Task brief »
Where does the string "evenodd" appear in the listing below? Copy every line where it does.

Given records »
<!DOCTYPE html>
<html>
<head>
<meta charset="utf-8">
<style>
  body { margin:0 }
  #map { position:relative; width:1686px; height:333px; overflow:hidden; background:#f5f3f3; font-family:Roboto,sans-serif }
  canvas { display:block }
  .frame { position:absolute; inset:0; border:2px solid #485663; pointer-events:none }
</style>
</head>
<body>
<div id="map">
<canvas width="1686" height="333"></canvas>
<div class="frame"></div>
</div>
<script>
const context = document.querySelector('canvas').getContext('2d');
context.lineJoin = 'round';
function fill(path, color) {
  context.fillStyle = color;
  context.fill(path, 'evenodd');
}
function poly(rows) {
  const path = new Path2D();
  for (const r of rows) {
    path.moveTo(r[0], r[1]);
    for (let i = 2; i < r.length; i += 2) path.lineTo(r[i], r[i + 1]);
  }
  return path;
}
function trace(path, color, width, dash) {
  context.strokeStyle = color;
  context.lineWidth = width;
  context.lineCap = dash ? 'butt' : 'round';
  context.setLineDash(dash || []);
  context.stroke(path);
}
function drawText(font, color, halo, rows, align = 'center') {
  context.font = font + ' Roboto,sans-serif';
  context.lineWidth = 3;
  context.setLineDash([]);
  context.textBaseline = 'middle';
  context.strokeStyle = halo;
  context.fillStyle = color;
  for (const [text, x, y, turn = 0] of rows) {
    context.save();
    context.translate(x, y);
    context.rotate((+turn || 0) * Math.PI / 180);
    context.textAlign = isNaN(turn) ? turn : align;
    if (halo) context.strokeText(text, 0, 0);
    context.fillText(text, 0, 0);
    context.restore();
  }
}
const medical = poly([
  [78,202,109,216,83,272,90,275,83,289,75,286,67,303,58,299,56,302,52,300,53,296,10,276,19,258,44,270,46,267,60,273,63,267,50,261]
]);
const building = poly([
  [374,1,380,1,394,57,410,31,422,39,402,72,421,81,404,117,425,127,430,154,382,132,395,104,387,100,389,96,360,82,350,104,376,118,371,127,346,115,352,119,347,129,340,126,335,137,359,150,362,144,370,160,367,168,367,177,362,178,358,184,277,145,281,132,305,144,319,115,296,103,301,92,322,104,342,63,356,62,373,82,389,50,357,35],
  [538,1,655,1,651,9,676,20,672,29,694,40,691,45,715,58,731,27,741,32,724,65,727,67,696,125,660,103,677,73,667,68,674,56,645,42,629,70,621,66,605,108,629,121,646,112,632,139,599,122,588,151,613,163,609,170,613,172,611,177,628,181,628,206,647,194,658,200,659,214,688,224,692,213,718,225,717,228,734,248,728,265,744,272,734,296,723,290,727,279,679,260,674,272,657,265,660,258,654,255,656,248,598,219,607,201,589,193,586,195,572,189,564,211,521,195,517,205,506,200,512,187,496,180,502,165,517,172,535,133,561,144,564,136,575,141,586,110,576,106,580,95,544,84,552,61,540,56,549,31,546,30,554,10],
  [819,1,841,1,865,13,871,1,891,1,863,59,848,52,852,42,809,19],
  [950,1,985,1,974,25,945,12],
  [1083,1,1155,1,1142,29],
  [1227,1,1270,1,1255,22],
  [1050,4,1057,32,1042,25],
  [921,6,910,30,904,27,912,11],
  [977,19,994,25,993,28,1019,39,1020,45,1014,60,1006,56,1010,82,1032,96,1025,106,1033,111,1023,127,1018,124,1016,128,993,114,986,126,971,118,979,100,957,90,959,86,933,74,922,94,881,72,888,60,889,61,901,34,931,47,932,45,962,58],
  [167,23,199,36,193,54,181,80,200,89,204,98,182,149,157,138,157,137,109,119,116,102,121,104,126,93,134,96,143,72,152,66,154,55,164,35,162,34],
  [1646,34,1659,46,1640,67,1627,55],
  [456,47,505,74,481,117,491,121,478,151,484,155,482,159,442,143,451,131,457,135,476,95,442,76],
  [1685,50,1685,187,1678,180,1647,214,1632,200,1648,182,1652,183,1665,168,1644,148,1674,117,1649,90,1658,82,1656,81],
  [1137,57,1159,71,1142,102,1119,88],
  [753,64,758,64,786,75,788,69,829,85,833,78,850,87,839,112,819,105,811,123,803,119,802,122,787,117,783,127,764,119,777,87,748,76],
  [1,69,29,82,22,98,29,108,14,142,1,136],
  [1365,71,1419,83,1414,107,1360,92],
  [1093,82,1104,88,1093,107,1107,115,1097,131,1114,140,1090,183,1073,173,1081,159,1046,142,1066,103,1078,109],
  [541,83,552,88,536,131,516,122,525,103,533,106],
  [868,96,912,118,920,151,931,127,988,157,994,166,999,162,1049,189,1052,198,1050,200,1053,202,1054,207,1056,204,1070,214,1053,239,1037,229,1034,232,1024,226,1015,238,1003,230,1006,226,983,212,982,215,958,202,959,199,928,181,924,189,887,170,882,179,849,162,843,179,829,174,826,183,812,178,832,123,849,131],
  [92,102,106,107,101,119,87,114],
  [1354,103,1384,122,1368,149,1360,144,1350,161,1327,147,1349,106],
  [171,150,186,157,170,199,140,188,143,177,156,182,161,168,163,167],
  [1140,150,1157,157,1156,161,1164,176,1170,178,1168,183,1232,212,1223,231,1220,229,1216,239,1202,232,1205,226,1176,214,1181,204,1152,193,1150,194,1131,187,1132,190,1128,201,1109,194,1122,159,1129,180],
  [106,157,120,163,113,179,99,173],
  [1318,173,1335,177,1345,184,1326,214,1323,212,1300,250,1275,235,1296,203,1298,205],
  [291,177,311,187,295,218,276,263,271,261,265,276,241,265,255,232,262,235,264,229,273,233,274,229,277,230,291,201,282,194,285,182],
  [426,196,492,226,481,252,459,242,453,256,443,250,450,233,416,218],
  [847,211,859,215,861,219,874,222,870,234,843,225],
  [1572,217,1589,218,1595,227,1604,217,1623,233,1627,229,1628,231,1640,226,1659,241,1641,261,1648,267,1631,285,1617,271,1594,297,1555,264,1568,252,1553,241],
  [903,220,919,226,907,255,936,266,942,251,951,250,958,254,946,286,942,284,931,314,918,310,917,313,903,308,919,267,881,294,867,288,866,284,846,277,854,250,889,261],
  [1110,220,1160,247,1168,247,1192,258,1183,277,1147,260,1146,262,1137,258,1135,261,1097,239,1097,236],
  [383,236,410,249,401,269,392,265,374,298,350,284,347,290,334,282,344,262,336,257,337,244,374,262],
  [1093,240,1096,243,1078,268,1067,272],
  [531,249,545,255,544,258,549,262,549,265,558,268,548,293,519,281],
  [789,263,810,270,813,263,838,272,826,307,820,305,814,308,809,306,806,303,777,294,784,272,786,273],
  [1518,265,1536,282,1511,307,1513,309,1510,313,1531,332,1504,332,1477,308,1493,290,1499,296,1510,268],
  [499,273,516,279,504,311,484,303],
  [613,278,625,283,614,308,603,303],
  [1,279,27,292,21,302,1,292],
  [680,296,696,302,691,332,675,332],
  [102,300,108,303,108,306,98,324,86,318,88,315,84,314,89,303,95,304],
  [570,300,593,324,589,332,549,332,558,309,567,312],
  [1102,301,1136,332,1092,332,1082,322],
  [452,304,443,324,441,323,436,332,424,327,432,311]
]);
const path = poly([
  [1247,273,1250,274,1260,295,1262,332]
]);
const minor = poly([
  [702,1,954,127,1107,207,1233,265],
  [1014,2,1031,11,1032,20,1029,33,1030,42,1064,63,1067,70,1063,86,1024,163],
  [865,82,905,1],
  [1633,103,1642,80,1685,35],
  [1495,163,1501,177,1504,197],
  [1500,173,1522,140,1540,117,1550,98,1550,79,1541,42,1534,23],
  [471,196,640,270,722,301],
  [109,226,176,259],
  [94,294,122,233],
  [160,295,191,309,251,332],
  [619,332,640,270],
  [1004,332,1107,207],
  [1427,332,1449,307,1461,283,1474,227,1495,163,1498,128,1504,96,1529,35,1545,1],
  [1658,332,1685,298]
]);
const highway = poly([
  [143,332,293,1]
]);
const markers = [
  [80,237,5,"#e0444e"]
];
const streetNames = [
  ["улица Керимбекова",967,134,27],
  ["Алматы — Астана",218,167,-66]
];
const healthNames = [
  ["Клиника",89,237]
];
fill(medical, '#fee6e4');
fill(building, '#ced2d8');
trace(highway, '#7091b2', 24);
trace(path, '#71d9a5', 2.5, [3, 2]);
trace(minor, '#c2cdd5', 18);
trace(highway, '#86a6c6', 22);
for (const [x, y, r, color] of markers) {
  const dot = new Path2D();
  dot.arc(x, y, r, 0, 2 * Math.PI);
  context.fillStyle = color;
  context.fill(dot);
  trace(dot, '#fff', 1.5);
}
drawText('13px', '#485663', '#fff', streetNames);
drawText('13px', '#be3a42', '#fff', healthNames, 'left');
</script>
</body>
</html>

...

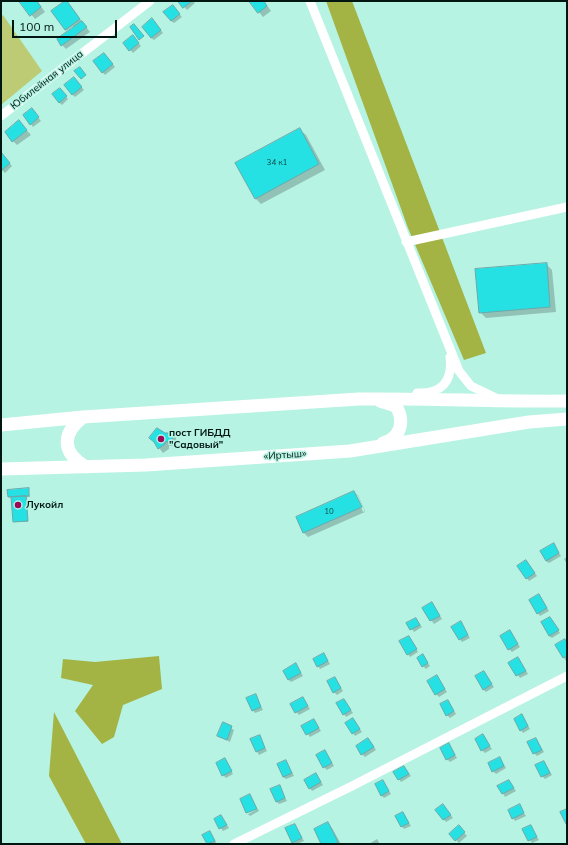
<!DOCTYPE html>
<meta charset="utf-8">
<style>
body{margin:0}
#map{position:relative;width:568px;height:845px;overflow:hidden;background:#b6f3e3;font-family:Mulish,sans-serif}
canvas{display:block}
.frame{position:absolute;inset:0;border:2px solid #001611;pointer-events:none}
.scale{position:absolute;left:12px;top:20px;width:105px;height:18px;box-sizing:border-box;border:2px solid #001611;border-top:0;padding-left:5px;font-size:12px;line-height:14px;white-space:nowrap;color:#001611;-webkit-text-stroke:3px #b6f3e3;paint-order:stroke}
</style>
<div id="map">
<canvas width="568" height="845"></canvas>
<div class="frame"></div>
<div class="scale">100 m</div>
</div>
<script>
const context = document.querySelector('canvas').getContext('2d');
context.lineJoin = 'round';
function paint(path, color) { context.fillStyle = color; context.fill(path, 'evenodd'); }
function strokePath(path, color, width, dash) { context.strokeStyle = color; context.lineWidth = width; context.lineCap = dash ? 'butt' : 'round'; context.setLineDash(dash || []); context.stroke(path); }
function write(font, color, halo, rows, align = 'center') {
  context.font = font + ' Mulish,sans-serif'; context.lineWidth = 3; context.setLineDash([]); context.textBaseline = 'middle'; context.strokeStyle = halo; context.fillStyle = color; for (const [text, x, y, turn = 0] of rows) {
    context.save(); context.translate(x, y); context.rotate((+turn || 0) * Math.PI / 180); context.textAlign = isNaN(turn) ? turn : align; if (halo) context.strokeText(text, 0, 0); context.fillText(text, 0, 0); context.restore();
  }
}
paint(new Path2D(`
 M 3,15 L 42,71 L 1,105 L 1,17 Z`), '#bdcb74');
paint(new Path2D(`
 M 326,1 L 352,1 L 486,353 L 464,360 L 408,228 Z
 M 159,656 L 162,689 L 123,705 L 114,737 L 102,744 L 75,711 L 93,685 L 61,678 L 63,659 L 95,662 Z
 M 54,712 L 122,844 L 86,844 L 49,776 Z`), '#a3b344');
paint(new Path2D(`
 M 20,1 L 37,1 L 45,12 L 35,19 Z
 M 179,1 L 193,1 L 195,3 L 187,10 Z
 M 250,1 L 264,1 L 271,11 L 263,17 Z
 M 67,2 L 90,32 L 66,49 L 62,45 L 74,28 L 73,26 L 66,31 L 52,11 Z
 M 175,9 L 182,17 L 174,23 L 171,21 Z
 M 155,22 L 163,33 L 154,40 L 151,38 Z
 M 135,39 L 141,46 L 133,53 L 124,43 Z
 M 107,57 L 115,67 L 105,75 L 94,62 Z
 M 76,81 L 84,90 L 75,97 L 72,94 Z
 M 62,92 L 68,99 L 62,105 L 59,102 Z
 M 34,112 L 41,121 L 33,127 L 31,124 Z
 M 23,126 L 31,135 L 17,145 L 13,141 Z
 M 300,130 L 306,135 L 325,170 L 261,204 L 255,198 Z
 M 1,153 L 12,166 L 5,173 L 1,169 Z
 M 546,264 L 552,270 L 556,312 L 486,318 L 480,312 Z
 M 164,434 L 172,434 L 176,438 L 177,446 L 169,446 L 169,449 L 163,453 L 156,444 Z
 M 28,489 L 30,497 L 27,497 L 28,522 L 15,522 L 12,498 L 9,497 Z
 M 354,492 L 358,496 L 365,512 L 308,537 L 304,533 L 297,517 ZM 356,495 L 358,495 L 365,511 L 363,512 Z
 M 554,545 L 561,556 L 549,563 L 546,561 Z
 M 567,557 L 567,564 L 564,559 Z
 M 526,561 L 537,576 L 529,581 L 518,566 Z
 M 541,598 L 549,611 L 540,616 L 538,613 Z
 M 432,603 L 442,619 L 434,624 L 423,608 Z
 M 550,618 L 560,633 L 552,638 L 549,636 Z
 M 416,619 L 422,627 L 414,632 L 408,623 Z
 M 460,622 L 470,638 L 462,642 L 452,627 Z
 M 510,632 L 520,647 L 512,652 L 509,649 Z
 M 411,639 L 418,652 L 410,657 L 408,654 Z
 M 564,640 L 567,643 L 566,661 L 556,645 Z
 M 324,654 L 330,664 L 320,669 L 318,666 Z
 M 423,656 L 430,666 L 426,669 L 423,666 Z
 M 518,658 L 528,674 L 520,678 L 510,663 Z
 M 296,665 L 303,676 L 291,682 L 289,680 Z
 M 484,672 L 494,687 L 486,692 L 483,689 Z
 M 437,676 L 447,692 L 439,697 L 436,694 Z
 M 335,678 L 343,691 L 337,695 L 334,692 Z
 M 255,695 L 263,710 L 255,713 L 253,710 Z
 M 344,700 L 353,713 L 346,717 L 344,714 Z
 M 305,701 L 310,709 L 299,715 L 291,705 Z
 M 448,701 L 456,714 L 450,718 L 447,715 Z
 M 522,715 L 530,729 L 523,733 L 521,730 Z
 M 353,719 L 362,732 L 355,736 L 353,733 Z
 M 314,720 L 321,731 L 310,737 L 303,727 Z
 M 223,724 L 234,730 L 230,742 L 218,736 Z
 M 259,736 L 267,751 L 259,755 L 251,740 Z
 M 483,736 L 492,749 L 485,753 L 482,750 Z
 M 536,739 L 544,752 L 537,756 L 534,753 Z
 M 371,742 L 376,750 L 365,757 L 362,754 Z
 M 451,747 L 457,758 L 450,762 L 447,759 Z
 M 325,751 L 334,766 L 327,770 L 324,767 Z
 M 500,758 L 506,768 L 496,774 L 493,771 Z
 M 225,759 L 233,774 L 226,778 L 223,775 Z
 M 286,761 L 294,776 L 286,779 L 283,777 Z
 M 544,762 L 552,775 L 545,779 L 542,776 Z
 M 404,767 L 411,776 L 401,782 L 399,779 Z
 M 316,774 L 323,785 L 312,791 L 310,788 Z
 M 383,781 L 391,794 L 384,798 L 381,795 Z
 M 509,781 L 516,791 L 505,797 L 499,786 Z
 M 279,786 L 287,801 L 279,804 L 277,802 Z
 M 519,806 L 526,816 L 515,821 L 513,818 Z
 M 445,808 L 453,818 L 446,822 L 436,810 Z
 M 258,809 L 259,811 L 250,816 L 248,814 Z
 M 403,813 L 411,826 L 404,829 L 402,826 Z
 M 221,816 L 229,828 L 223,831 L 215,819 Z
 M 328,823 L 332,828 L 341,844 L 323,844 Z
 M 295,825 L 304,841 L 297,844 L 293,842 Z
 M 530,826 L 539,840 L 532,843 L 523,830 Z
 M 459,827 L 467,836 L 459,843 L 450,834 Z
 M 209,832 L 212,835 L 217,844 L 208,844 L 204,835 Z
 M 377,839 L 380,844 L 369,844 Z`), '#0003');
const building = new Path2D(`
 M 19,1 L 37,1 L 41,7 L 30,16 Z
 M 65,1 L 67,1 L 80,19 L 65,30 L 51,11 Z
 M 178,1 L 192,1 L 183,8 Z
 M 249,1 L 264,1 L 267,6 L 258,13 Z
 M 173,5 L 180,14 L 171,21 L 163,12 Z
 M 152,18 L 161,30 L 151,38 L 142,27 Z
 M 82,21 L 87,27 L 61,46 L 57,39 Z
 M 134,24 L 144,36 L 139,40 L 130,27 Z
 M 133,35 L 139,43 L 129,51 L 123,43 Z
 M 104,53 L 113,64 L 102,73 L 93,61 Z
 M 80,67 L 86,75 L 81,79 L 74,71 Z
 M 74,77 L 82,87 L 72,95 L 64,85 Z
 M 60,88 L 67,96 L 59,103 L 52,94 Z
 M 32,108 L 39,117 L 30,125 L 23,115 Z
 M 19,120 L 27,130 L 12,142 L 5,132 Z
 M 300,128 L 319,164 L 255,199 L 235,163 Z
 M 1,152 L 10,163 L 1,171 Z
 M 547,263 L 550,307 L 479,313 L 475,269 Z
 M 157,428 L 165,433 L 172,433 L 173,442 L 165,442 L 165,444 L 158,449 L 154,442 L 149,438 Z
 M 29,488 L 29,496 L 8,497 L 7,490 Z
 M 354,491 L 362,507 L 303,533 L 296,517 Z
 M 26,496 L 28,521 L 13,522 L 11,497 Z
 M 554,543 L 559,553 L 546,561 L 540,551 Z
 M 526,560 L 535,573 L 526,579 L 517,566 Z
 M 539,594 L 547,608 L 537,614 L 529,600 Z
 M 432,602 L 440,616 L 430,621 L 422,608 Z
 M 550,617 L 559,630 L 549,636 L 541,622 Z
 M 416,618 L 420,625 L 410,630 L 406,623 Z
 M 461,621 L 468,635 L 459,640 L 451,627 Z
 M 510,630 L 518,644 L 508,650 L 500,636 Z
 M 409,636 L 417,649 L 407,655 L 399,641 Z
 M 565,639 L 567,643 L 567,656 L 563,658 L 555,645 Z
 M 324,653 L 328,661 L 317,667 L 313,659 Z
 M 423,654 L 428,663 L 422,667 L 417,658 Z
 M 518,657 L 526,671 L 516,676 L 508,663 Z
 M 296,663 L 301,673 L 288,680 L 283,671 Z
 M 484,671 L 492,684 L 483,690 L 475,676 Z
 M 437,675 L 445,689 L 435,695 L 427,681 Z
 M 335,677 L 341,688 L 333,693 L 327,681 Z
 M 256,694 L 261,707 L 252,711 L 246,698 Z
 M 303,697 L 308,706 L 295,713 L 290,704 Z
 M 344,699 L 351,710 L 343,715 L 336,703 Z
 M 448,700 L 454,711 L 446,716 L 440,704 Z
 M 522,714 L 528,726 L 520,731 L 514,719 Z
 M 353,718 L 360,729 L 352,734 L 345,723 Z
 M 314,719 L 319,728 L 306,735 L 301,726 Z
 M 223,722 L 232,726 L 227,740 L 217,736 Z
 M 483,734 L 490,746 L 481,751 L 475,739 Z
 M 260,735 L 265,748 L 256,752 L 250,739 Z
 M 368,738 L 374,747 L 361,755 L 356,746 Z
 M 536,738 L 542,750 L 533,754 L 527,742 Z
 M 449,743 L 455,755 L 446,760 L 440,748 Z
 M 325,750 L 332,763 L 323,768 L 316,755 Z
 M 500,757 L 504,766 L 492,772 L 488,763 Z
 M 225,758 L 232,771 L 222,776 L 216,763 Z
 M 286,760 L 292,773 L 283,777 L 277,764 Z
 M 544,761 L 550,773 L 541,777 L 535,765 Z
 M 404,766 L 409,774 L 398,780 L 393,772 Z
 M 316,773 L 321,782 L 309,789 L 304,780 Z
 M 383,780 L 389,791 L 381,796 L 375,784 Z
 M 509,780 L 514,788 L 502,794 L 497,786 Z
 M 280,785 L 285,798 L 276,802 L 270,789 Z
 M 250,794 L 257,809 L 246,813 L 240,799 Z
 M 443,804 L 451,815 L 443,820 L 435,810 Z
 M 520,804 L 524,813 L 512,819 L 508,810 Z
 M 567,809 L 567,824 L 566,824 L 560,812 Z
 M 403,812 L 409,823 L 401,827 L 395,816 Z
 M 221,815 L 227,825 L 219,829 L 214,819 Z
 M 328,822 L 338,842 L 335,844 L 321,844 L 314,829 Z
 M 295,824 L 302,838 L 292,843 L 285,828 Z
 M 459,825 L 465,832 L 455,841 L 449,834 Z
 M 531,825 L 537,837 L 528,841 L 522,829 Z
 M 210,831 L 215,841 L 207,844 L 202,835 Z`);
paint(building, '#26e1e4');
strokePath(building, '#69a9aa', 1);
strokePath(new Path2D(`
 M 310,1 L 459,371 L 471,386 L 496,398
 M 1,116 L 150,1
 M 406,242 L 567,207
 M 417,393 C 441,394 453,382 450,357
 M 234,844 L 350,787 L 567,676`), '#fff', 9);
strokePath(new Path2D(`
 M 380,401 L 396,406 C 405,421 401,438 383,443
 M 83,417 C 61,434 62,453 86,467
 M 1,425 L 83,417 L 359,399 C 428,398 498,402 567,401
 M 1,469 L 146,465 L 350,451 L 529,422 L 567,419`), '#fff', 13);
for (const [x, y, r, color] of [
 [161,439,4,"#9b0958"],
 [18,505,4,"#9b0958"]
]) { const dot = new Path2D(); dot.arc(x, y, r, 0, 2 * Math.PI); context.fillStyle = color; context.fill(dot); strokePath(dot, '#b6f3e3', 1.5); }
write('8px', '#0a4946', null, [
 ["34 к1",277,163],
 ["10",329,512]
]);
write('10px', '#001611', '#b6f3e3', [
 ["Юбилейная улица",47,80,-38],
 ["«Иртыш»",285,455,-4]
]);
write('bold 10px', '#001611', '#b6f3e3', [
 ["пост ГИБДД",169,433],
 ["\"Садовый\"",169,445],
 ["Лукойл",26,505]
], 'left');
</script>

Solution for this exercise »
  context.fill(path, 'evenodd');
function paint(path, color) { context.fillStyle = color; context.fill(path, 'evenodd'); }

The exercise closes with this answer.